Tanpa perhitungan, refleks aku dekati ia untuk memeriksa plester dan perban-perban tersebut, "Bodoh! Apa yang seperti ini disebut konyol?" bentakku agak keras. Perasaan cemas khawatir marah semua menjadi satu. Tanpa sadar, aku terlalu kuat mencengkeram tangannya, tepat pada titik yang terluka.
"Akh!!" ia mengibaskan tangannya, "Jangan kencang-kencang, masih sakit dodol!"
"Eh iya, maaf.." ucapku merasa bersalah. Ia masih mengibas-ngibaskan tangannya.
"Tapi ga seberapa ding sakitnya, hehe.." anak itu meringis ke arahku. Dan aku menanggapinya dengan muka datar. Heran, masih aja sempat-sempatnya senyum.
"Ngomong-ngomong, daritadi kamu ngapain mondar mandir disekitar sini? Butuh bantuan?"
Ya, aku masih ingat. Hari itu adalah H+2 setelah kejadian di lapangan basket. Sebelum hari itu, belum pernah sama sekali aku bertemu dengannya lagi. Padahal kala itu, aku sangat mengharapkannya. Dan dihari itu, saat aku sudah mulai melupakannya, eh, dia malah menampakkan dirinya. Dalam keadaan yang aneh pula. Aku tidak pernah tahu, sejak kapan ia mulai menjadi suka tersenyum begitu. Sampai Sekarang. Dan aku sama sekali tak berminat untuk menanyakannya. Karena entah mengapa, dalam pikiranku aku selalu mengatakan tidak untuk hal ini. Padahal sebagai teman dekatnya seharusnya aku tau. Haha, mungkin inilah yang dinamakan sebagai takdir tak terjawab.

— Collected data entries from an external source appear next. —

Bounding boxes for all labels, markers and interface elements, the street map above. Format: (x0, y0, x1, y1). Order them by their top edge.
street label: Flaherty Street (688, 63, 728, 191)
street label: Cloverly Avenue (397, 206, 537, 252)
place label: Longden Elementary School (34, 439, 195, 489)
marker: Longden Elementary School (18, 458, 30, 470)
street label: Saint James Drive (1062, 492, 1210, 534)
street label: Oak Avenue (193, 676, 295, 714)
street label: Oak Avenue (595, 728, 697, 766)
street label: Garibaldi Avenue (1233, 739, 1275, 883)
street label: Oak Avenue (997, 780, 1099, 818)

Ditanya seperti itu aku hanya terdiam, melamun, kemudian menggeleng, "Hei, maafin aku ya, gara-gara ulahku kamu jadi yang kena getahnya. Waktu itu aku ingin mengejarmu, tapi nggak bisa, kakiku rapuh. Sedih.. maaf ya.. "sesalku sedih. Aku tak berani menatapnya.
"Hahahaha"
"Kok kamu malah ketawa?" tanyaku semakin sedih.

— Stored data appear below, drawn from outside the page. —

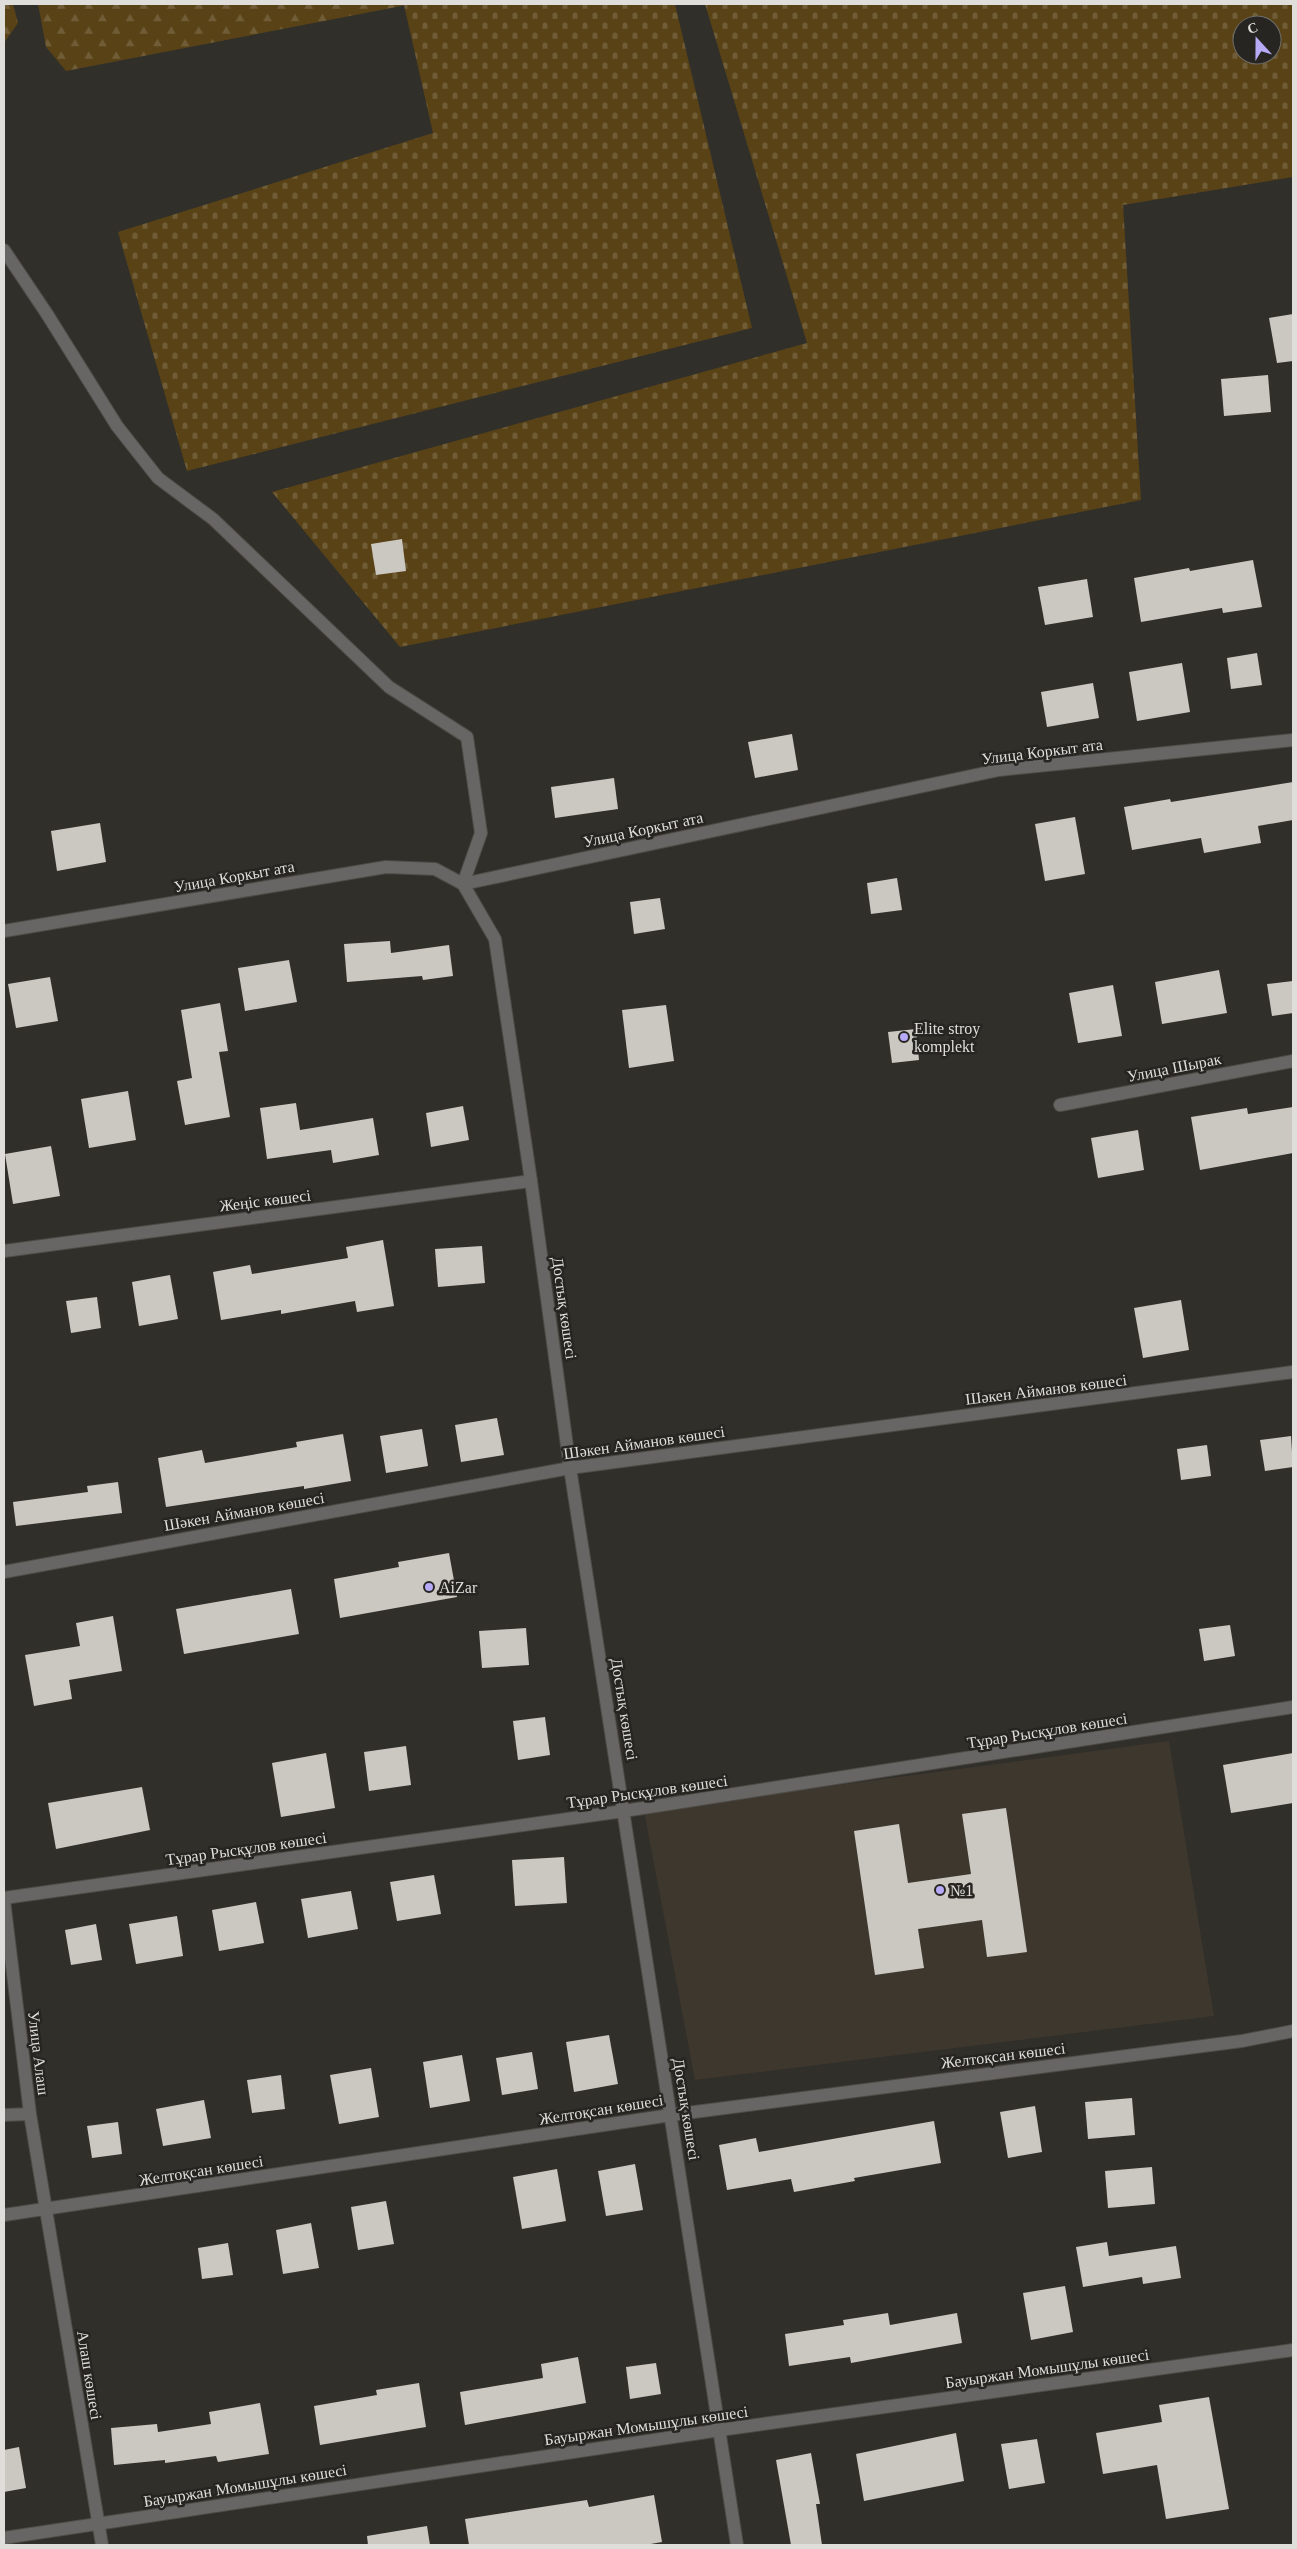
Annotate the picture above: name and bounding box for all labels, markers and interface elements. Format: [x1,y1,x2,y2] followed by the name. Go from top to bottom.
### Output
[1232,15,1282,65] north arrow
[1245,20,1260,37] text: С
[980,736,1104,768] street label: Улица Коркыт ата
[582,808,705,851] street label: Улица Коркыт ата
[172,858,296,896] street label: Улица Коркыт ата
[914,1020,980,1056] place label: Elite stroy komplekt
[898,1031,910,1043] marker: Elite stroy komplekt
[1126,1050,1223,1086] street label: Улица Шырак
[218,1186,312,1216] street label: Жеңіс көшесі
[548,1256,580,1361] street label: Достық көшесі
[964,1371,1128,1408] street label: Шәкен Айманов көшесі
[562,1423,726,1462] street label: Шәкен Айманов көшесі
[162,1489,326,1534] street label: Шәкен Айманов көшесі
[439,1579,478,1596] place label: AiZar
[423,1581,435,1593] marker: AiZar
[607,1657,641,1762] street label: Достық көшесі
[966,1709,1129,1753] street label: Тұрар Рысқұлов көшесі
[566,1772,729,1812] street label: Тұрар Рысқұлов көшесі
[165,1829,328,1869] street label: Тұрар Рысқұлов көшесі
[950,1882,973,1899] place label: №1
[934,1884,946,1896] marker: №1
[24,2010,52,2097] street label: Улица Алаш
[940,2039,1067,2073] street label: Желтоқсан көшесі
[669,2057,703,2162] street label: Достық көшесі
[538,2091,665,2129] street label: Желтоқсан көшесі
[138,2152,265,2190] street label: Желтоқсан көшесі
[74,2329,105,2421] street label: Алаш көшесі
[944,2346,1151,2392] street label: Бауыржан Момышұлы көшесі
[543,2403,750,2449] street label: Бауыржан Момышұлы көшесі
[142,2461,349,2511] street label: Бауыржан Момышұлы көшесі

"Hal begitu itu nggak usah banyak diingat lah. Biar aja itu menjadi kisah dalam diary waktu. Pengen ketawa tauk kalo ingat tingkah kita waktu itu, hahaha."
Aneh sekali anak ini. Sebenarnya apa yang ada di dalam pikirannya itu?

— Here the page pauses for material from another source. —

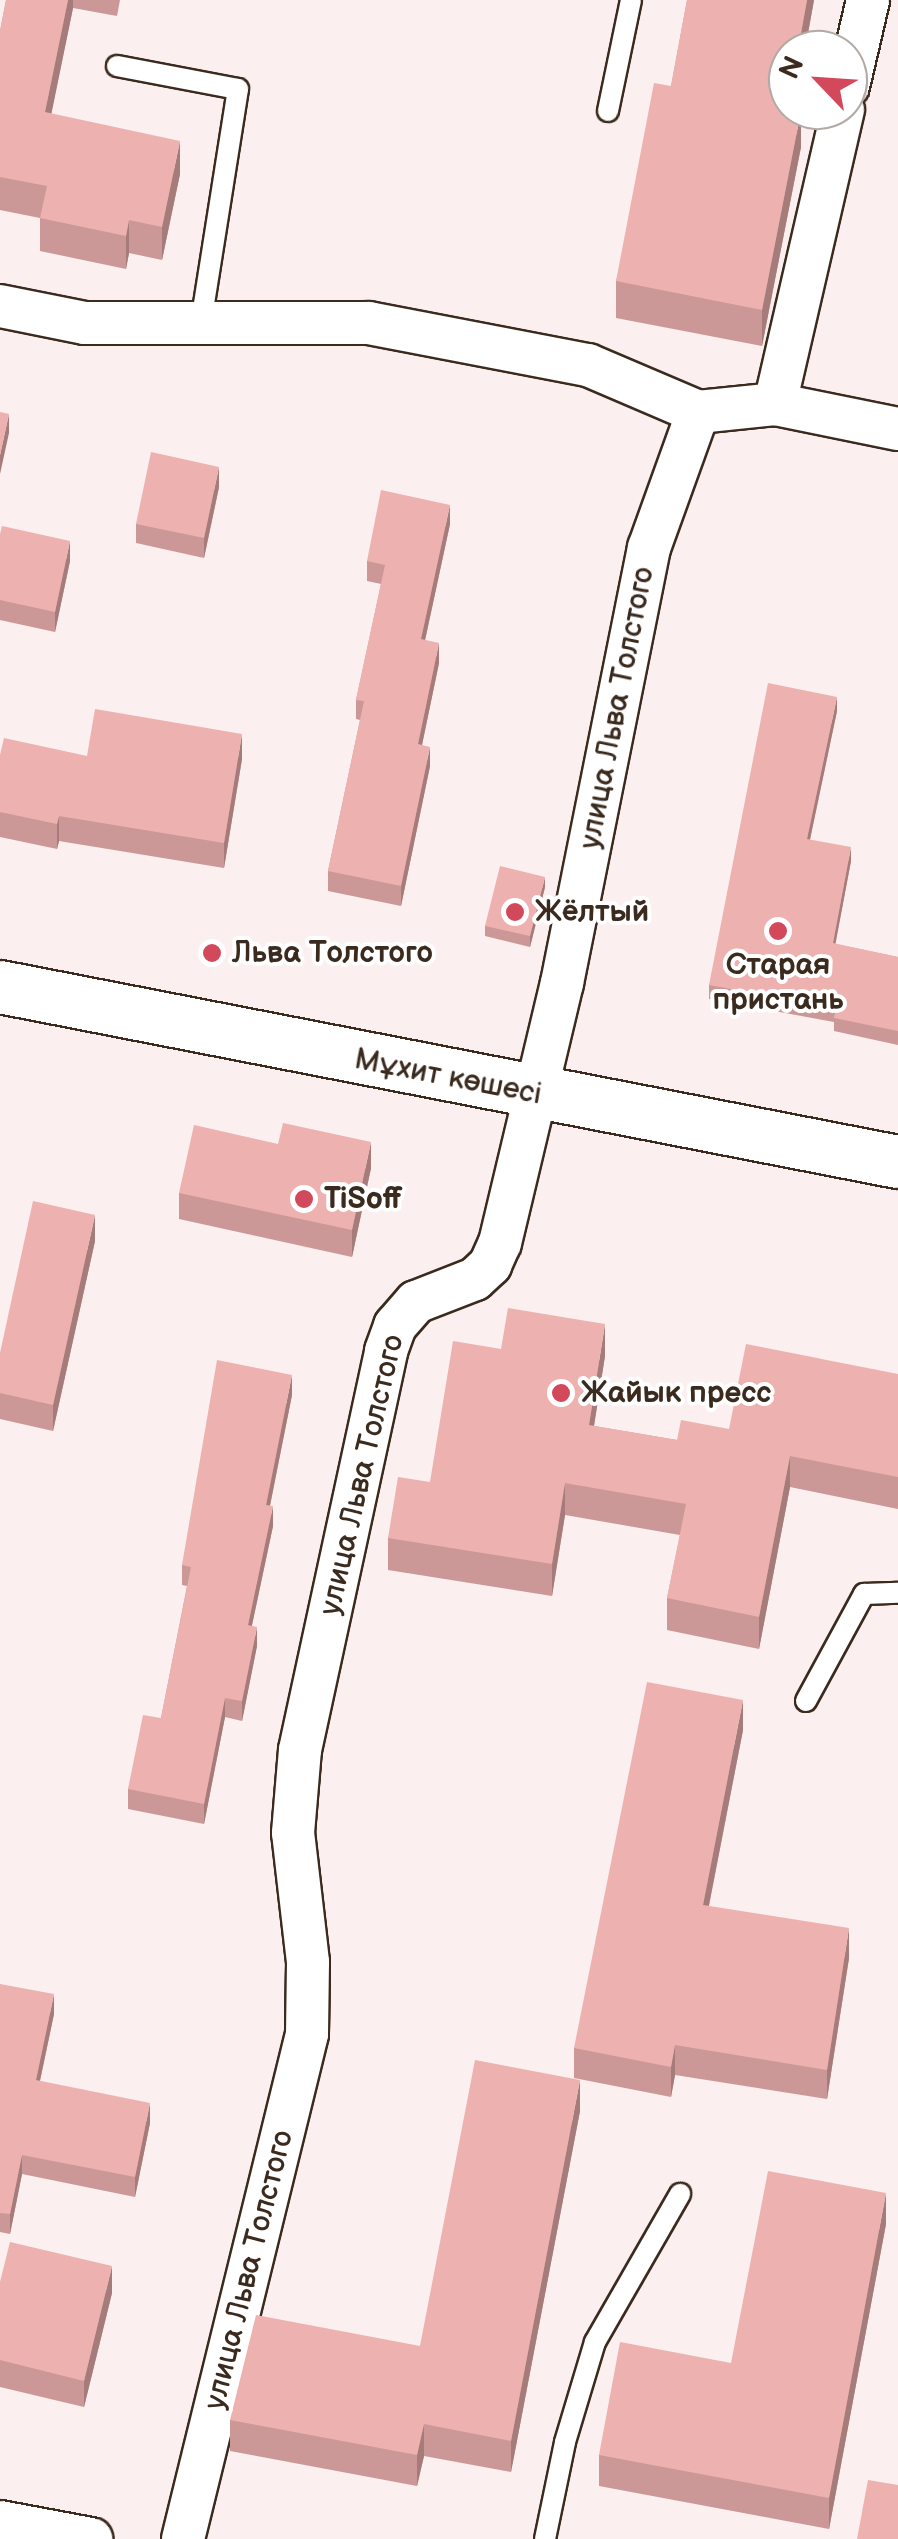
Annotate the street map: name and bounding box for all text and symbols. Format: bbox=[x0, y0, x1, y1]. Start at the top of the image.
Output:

Anak itu tersenyum, "Okelah, aku sudah memaafkanmu kok, jangan murung lagi sekarang."
Ku beranikan diriku menatap dirinya. Ada senyum keramahan terpancar disana. Dan pelan-pelan, rasa sedih itu mulai menghilang, berganti dengan rasa hangatnya berkawan. Aku tersenyum.
"Hei, kok malah bengong? Kamu butuh bantuan kan? Ayo mengaku saja" desaknya.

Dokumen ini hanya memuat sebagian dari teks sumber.